16/02/2016
Cuando escuchamos la palabra “ejercitar”, nuestra mente suele saltar de inmediato a la imagen de un gimnasio, pesas o una rutina de cardio. Y si bien esa es una de sus acepciones más conocidas, el término “ejercitar” encierra un universo de significados mucho más amplio y profundo, esencial para el desarrollo humano en todas sus facetas. No se trata solo de mover el cuerpo, sino de activar, practicar, perfeccionar y poner en acción cualquier facultad, habilidad, derecho o cualidad que poseemos.

Desde la antigüedad, la noción de ejercitar ha sido fundamental para la supervivencia y el progreso. Implicaba la preparación constante, la repetición deliberada y la aplicación práctica de conocimientos para dominar un arte, una profesión o incluso para garantizar la justicia. Es una palabra que resuena con la idea de poner en marcha, de no dejar estancado el potencial, sino de cultivarlo activamente. En esencia, ejercitar es la acción que nos permite pasar de la teoría a la práctica, del conocimiento a la habilidad, de la potencia al acto.

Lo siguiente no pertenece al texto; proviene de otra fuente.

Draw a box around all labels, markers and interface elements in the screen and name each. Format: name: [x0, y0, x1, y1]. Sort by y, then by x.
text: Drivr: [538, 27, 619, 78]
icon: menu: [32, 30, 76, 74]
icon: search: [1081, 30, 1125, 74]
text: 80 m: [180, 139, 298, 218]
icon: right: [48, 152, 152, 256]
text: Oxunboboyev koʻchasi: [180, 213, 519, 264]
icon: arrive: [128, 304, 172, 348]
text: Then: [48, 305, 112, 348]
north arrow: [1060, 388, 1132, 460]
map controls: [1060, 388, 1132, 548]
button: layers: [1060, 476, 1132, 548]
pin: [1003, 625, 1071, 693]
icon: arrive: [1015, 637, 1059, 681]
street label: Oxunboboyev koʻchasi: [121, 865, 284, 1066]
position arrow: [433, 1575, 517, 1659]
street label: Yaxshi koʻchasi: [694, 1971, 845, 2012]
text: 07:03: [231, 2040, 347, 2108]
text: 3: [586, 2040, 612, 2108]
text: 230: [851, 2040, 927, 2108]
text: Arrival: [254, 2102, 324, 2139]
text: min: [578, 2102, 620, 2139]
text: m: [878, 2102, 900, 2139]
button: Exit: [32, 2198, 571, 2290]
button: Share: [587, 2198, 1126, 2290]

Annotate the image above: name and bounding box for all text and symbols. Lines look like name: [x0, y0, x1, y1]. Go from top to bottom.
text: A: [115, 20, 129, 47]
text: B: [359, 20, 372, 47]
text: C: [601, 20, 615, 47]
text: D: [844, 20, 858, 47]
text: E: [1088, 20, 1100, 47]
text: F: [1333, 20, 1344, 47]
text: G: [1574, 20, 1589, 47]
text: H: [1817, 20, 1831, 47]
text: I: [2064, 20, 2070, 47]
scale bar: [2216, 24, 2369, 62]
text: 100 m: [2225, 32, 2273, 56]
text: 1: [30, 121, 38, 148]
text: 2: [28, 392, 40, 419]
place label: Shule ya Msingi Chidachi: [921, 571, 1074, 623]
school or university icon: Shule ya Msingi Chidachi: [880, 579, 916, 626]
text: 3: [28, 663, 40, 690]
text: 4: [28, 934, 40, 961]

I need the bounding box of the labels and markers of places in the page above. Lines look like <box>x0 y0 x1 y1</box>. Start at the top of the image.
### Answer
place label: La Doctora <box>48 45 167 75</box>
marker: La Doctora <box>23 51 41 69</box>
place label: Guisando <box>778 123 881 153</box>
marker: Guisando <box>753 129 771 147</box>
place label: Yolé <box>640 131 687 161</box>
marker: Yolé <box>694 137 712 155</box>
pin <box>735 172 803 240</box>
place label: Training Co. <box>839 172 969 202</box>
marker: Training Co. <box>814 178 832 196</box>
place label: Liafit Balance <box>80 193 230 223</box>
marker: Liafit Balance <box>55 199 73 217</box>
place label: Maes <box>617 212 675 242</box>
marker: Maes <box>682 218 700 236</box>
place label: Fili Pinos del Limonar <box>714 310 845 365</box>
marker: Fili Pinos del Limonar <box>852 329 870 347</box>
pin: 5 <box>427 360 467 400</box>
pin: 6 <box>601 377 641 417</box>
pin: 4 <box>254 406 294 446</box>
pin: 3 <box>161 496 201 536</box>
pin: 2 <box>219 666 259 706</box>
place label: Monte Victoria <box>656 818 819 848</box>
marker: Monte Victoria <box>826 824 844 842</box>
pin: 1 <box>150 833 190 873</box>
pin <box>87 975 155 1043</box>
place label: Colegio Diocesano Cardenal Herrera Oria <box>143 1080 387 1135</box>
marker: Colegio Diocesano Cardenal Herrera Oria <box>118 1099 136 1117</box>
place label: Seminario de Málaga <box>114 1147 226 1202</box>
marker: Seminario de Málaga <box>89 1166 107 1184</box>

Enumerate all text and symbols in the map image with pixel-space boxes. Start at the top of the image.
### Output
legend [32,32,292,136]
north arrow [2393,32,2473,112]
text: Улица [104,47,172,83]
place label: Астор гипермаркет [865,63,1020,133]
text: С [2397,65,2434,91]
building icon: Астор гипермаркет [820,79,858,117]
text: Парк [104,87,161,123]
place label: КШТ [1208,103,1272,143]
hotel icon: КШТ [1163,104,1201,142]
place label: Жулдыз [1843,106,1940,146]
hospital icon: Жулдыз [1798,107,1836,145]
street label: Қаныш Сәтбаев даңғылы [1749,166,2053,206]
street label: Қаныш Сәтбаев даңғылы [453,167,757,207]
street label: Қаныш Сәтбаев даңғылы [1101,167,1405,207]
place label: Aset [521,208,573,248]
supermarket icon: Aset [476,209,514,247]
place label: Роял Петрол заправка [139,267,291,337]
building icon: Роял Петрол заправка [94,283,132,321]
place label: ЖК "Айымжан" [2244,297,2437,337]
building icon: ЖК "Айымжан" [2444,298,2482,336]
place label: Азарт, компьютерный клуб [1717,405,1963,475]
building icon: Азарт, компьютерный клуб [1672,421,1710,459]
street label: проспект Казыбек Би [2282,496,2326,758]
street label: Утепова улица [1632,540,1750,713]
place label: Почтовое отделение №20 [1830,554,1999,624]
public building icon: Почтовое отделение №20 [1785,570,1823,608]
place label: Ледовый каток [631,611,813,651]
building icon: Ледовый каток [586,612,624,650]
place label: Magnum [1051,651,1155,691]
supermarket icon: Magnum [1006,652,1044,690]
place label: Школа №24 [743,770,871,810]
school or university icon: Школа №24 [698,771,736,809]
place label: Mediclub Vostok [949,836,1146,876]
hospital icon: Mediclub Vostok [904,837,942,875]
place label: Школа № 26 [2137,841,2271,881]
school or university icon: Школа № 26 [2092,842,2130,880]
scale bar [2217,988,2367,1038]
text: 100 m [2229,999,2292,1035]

¿Qué Significa Realmente Ejercitar? Un Abanico de Posibilidades
La riqueza del vocablo “ejercitar” radica en su versatilidad. Dependiendo del contexto, puede referirse a:
1. Ejercitar Habilidades y Destrezas Físicas
Esta es la acepción más común. Se refiere a la práctica continua y sistemática de movimientos o técnicas para mejorar la fuerza, la resistencia, la flexibilidad o la coordinación. Ejercitar el cuerpo a través del deporte o el entrenamiento es vital para la salud física y mental. Pero va más allá del fitness; implica la disciplina de repetir acciones para adquirir maestría. Por ejemplo, “ejercitar el uso de las armas, del arco y de las flechas” no es solo aprender a usarlas, sino practicar hasta que su manejo sea instintivo y preciso. Del mismo modo, “ejercitar la caza” denota la práctica constante de técnicas para perfeccionar la habilidad de subsistencia.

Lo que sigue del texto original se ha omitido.